Getting into your own home is one of the biggest financial events (and commitments) of your life. For the great majority of Americans, getting into a home requires planning, thought, and preparation.
Most of us need a financial partner to get into that home. So we look for a lender we can trust, someone with a proven track record, someone knowledgeable and professional that can attend to all the details so we don’t have to.
Getting the right financial partner is key—and that is why I’m recommending lowvarates.com to you veterans for your VA home loan mortgage needs. Having the right partner is half the job; the other half is to get your financial house in order. The better kept your finances, the greater your options in working with a lender.
Here are seven things you can do to get your financial house in order.

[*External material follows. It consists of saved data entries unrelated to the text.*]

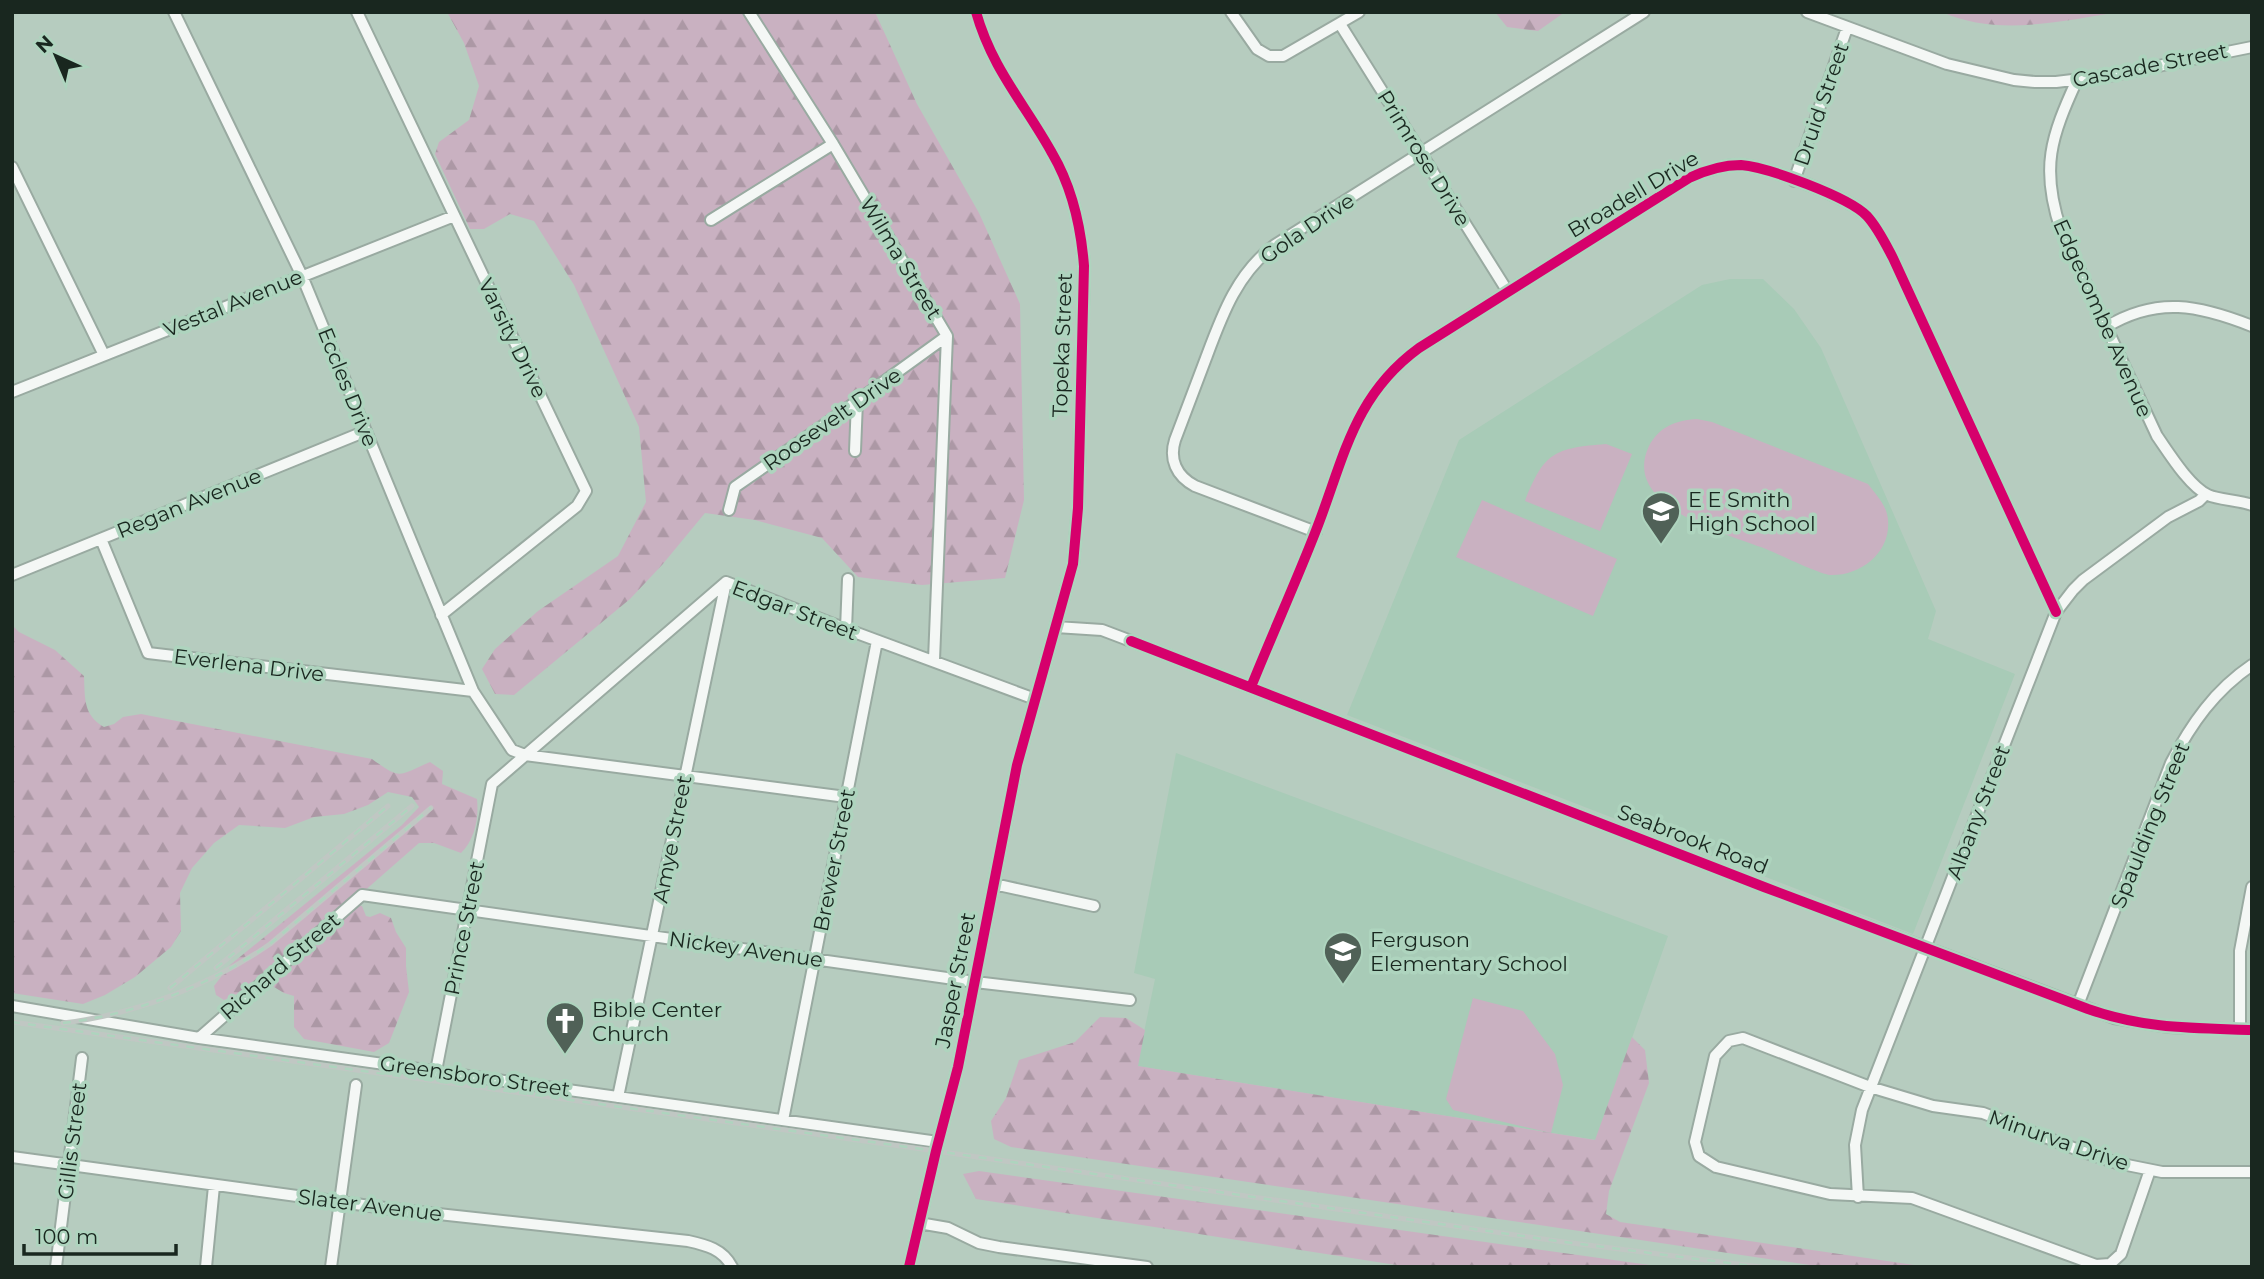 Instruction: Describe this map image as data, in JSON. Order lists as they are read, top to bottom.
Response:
{
  "streets": {
    "street": [
      "Cascade Street",
      "Druid Street",
      "Primrose Drive",
      "Broadell Drive",
      "Gola Drive",
      "Wilma Street",
      "Vestal Avenue",
      "Edgecombe Avenue",
      "Varsity Drive",
      "Topeka Street",
      "Eccles Drive",
      "Roosevelt Drive",
      "Regan Avenue",
      "Edgar Street",
      "Everlena Drive",
      "Albany Street",
      "Spaulding Street",
      "Amye Street",
      "Seabrook Road",
      "Brewer Street",
      "Prince Street",
      "Nickey Avenue",
      "Richard Street",
      "Jasper Street",
      "Greensboro Street",
      "Minurva Drive",
      "Gillis Street",
      "Slater Avenue"
    ]
  },
  "crossings": [
    ["Cascade Street", "Druid Street"],
    ["Cascade Street", "Edgecombe Avenue"],
    ["Druid Street", "Broadell Drive"],
    ["Primrose Drive", "Broadell Drive"],
    ["Primrose Drive", "Gola Drive"],
    ["Broadell Drive", "Gola Drive"],
    ["Broadell Drive", "Albany Street"],
    ["Broadell Drive", "Seabrook Road"],
    ["Wilma Street", "Roosevelt Drive"],
    ["Wilma Street", "Edgar Street"],
    ["Vestal Avenue", "Varsity Drive"],
    ["Vestal Avenue", "Eccles Drive"],
    ["Edgecombe Avenue", "Albany Street"],
    ["Varsity Drive", "Eccles Drive"],
    ["Topeka Street", "Edgar Street"],
    ["Topeka Street", "Seabrook Road"],
    ["Topeka Street", "Jasper Street"],
    ["Eccles Drive", "Regan Avenue"],
    ["Eccles Drive", "Edgar Street"],
    ["Eccles Drive", "Everlena Drive"],
    ["Regan Avenue", "Everlena Drive"],
    ["Edgar Street", "Amye Street"],
    ["Edgar Street", "Brewer Street"],
    ["Edgar Street", "Prince Street"],
    ["Edgar Street", "Jasper Street"],
    ["Albany Street", "Seabrook Road"],
    ["Albany Street", "Minurva Drive"],
    ["Spaulding Street", "Seabrook Road"],
    ["Amye Street", "Nickey Avenue"],
    ["Amye Street", "Greensboro Street"],
    ["Brewer Street", "Nickey Avenue"],
    ["Brewer Street", "Greensboro Street"],
    ["Prince Street", "Nickey Avenue"],
    ["Prince Street", "Greensboro Street"],
    ["Nickey Avenue", "Richard Street"],
    ["Nickey Avenue", "Jasper Street"],
    ["Richard Street", "Greensboro Street"],
    ["Jasper Street", "Greensboro Street"],
    ["Gillis Street", "Slater Avenue"]
  ],
  "places": {
    "school or university": ["E E Smith High School", "Ferguson Elementary School"],
    "church": ["Bible Center Church"]
  },
  "scale_bar": "100 m",
  "north": "top left"
} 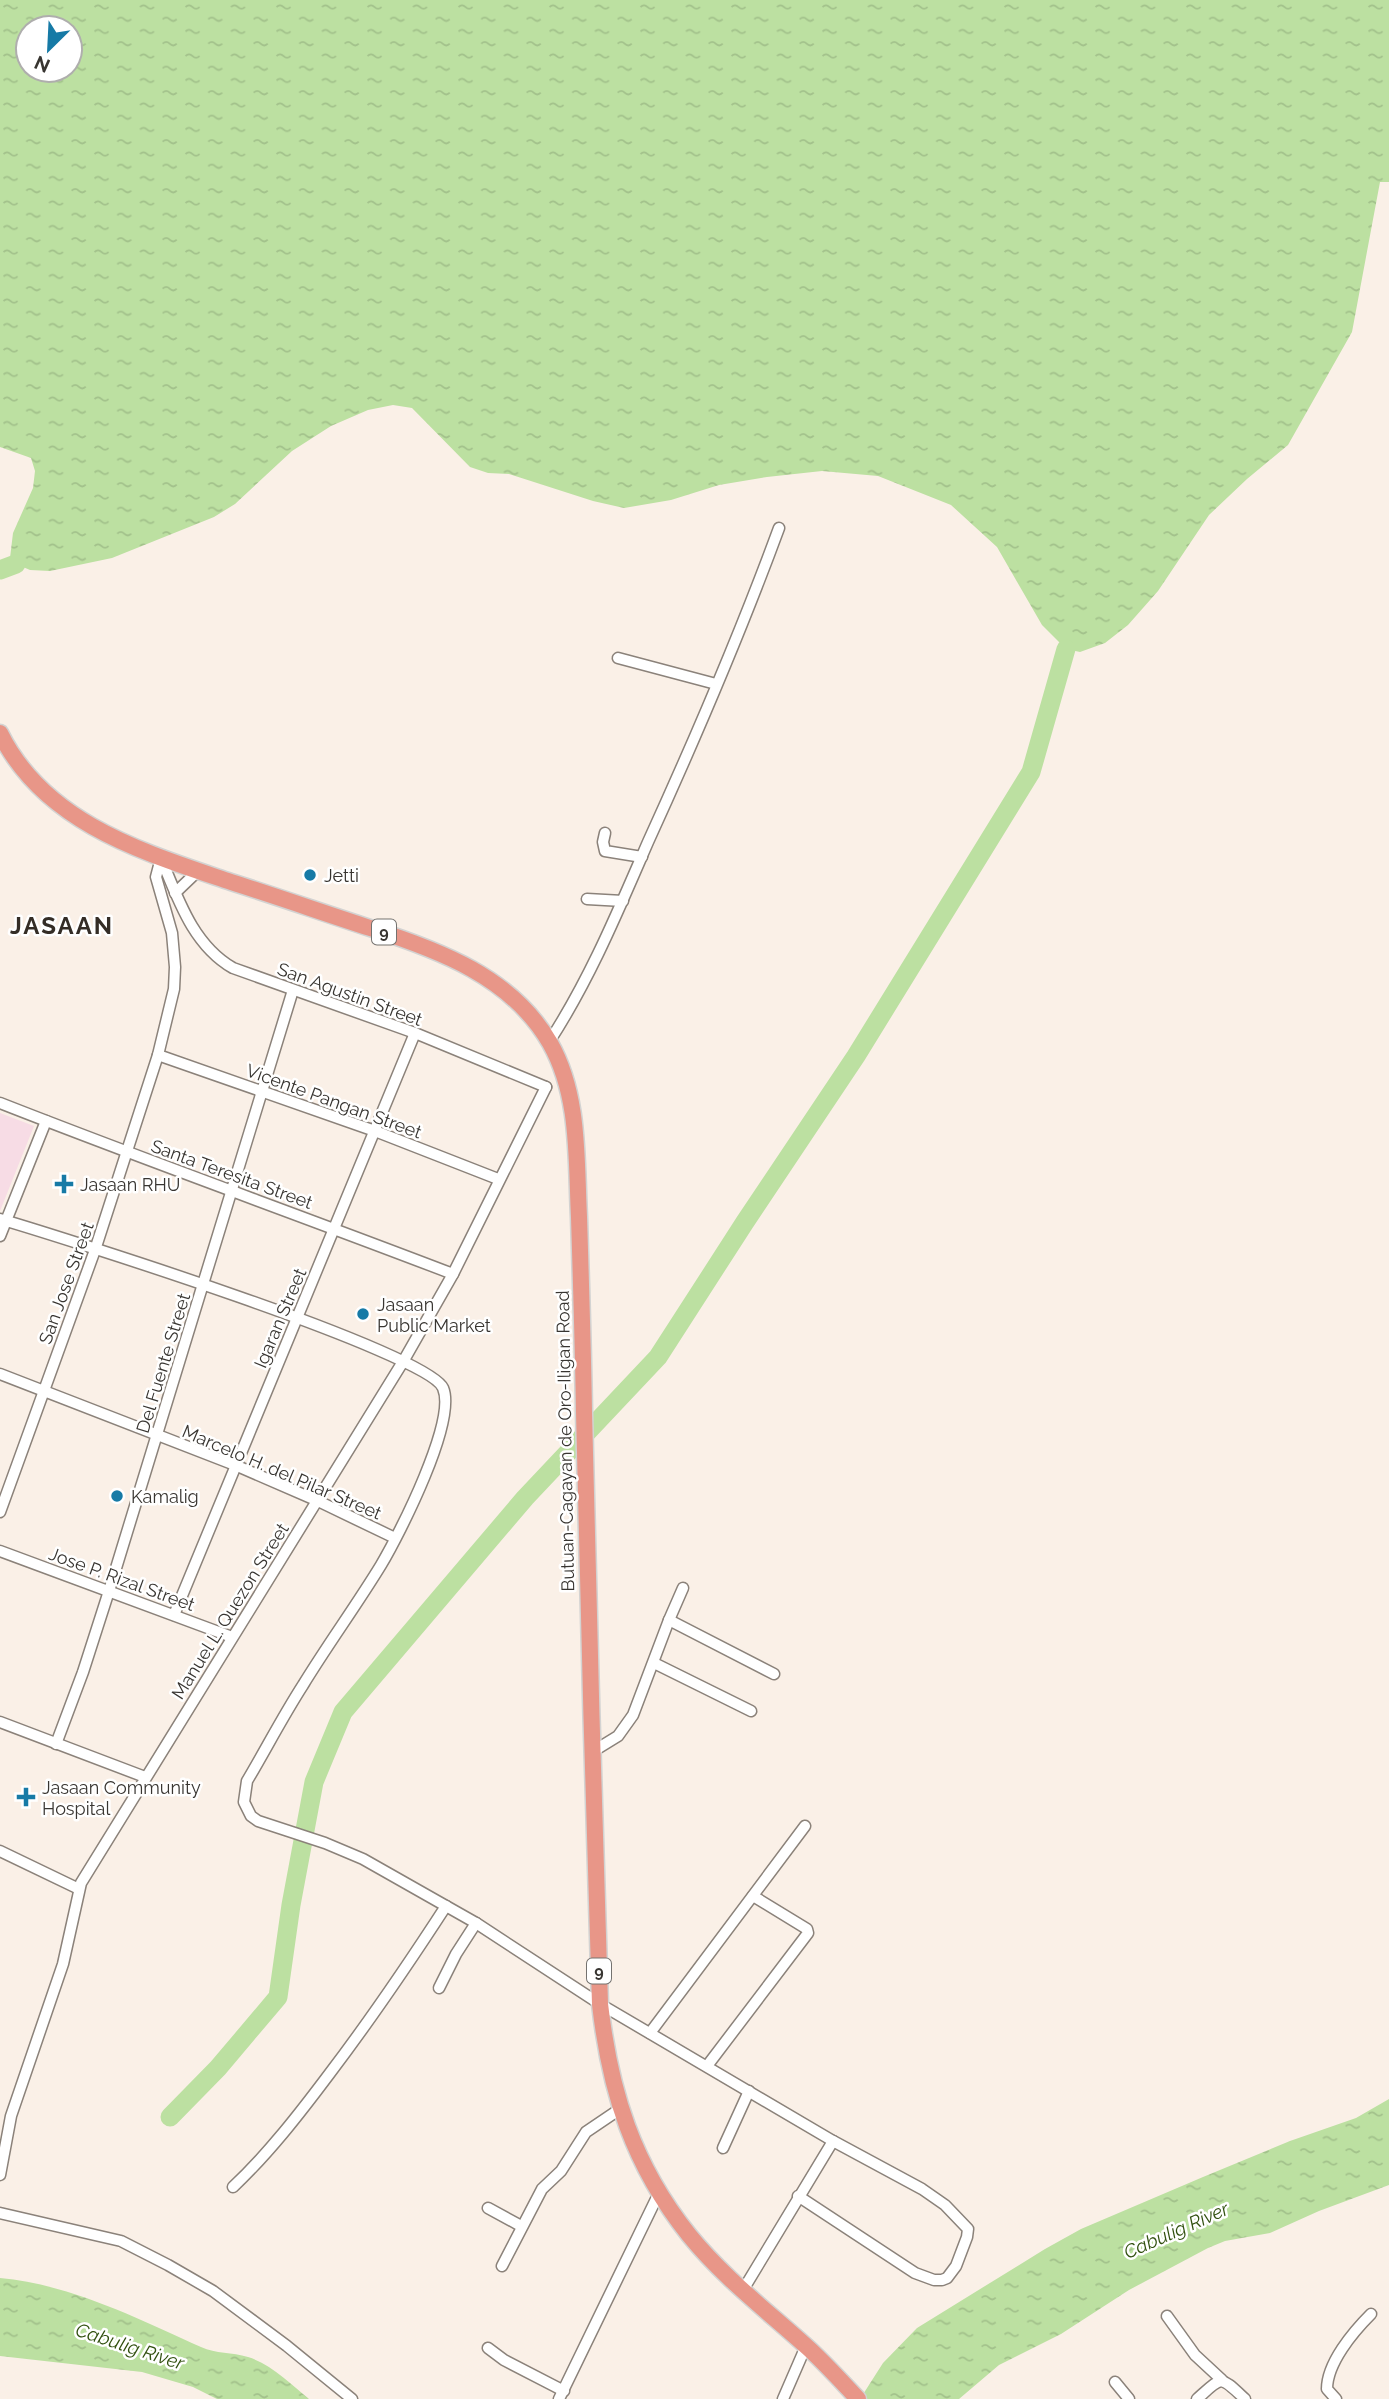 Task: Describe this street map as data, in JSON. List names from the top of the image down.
{
  "streets": {
    "highway": ["9", "Butuan-Cagayan de Oro-Iligan Road"],
    "street": [
      "San Agustin Street",
      "Vicente Pangan Street",
      "Santa Teresita Street",
      "San Jose Street",
      "Igaran Street",
      "Del Fuente Street",
      "Marcelo H. del Pilar Street",
      "Jose P. Rizal Street",
      "Manuel L. Quezon Street"
    ]
  },
  "crossings": [
    ["San Agustin Street", "San Jose Street"],
    ["San Agustin Street", "Igaran Street"],
    ["San Agustin Street", "Del Fuente Street"],
    ["San Agustin Street", "Butuan-Cagayan de Oro-Iligan Road"],
    ["San Agustin Street", "Manuel L. Quezon Street"],
    ["Vicente Pangan Street", "San Jose Street"],
    ["Vicente Pangan Street", "Igaran Street"],
    ["Vicente Pangan Street", "Del Fuente Street"],
    ["Vicente Pangan Street", "Manuel L. Quezon Street"],
    ["Santa Teresita Street", "San Jose Street"],
    ["Santa Teresita Street", "Igaran Street"],
    ["Santa Teresita Street", "Del Fuente Street"],
    ["Santa Teresita Street", "Manuel L. Quezon Street"],
    ["San Jose Street", "Butuan-Cagayan de Oro-Iligan Road"],
    ["San Jose Street", "Marcelo H. del Pilar Street"],
    ["Igaran Street", "Marcelo H. del Pilar Street"],
    ["Igaran Street", "Jose P. Rizal Street"],
    ["Del Fuente Street", "Marcelo H. del Pilar Street"],
    ["Del Fuente Street", "Jose P. Rizal Street"],
    ["Marcelo H. del Pilar Street", "Manuel L. Quezon Street"],
    ["Jose P. Rizal Street", "Manuel L. Quezon Street"]
  ],
  "districts": ["JASAAN"],
  "water": ["Cabulig River"],
  "places": {
    "other": ["Jetti", "Jasaan Public Market", "Kamalig"],
    "health": ["Jasaan RHU", "Jasaan Community Hospital"]
  },
  "north": "bottom left"
}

First: Organize Your Spending
It’s really no fun to sit down and go over finances. But the willingness to perform and audit, to see where your money is going and then evaluate those choices, is the start of something big. Pull your bank statements and/or credit card statements for the last twelve months, get out a pack of bright colored highlighters, and organize your spending into categories. Prioritize things! Be sure to pay yourself first with a direct deposit into savings and retirement accounts.
Second: See Yourself Bigger
One of your largest assets is your earning power. Almost everyone has certain skills or interests that come naturally. Believe in yourself a little more. Start small and convert that skill or interest into a revenue stream. Some of the most successful people begin modestly with something that they have a passion for.
Look for ways to add value to your work, and don’t be afraid to ask for a raise or bonus for your contributions. If you are not being paid what you are worth, then see what other opportunities may be available to you.
Third: There’s Gold in Them Thar Hills, uhm, Closets!
Ever play hide and seek? Sure you have. It’s time to play it again. But this time you are going to find stuff that is hiding right under your nose. Look for old cameras, furniture, clothing, knick-knacks: anything that you can list on Craigslist or EBay. Hundreds and sometimes thousands of dollars are hiding in the nooks and crannies throughout your house.
Also, pay your folks or the in-laws a visit. They may have saved a lot of that “old stuff” from your earlier years. Often these items are a gold mine you forgot you had. You can sell them and use that money for something that will bring you more enjoyment.
Fourth: Sharpen Your Investment Strategies
Your investments deserve a plan. A plan means you have made an intelligent decision about how much of your money should be in cash, equities, and bonds, and then within each of those categories which sub-class it should be in such as international equities, small cap, or emerging markets.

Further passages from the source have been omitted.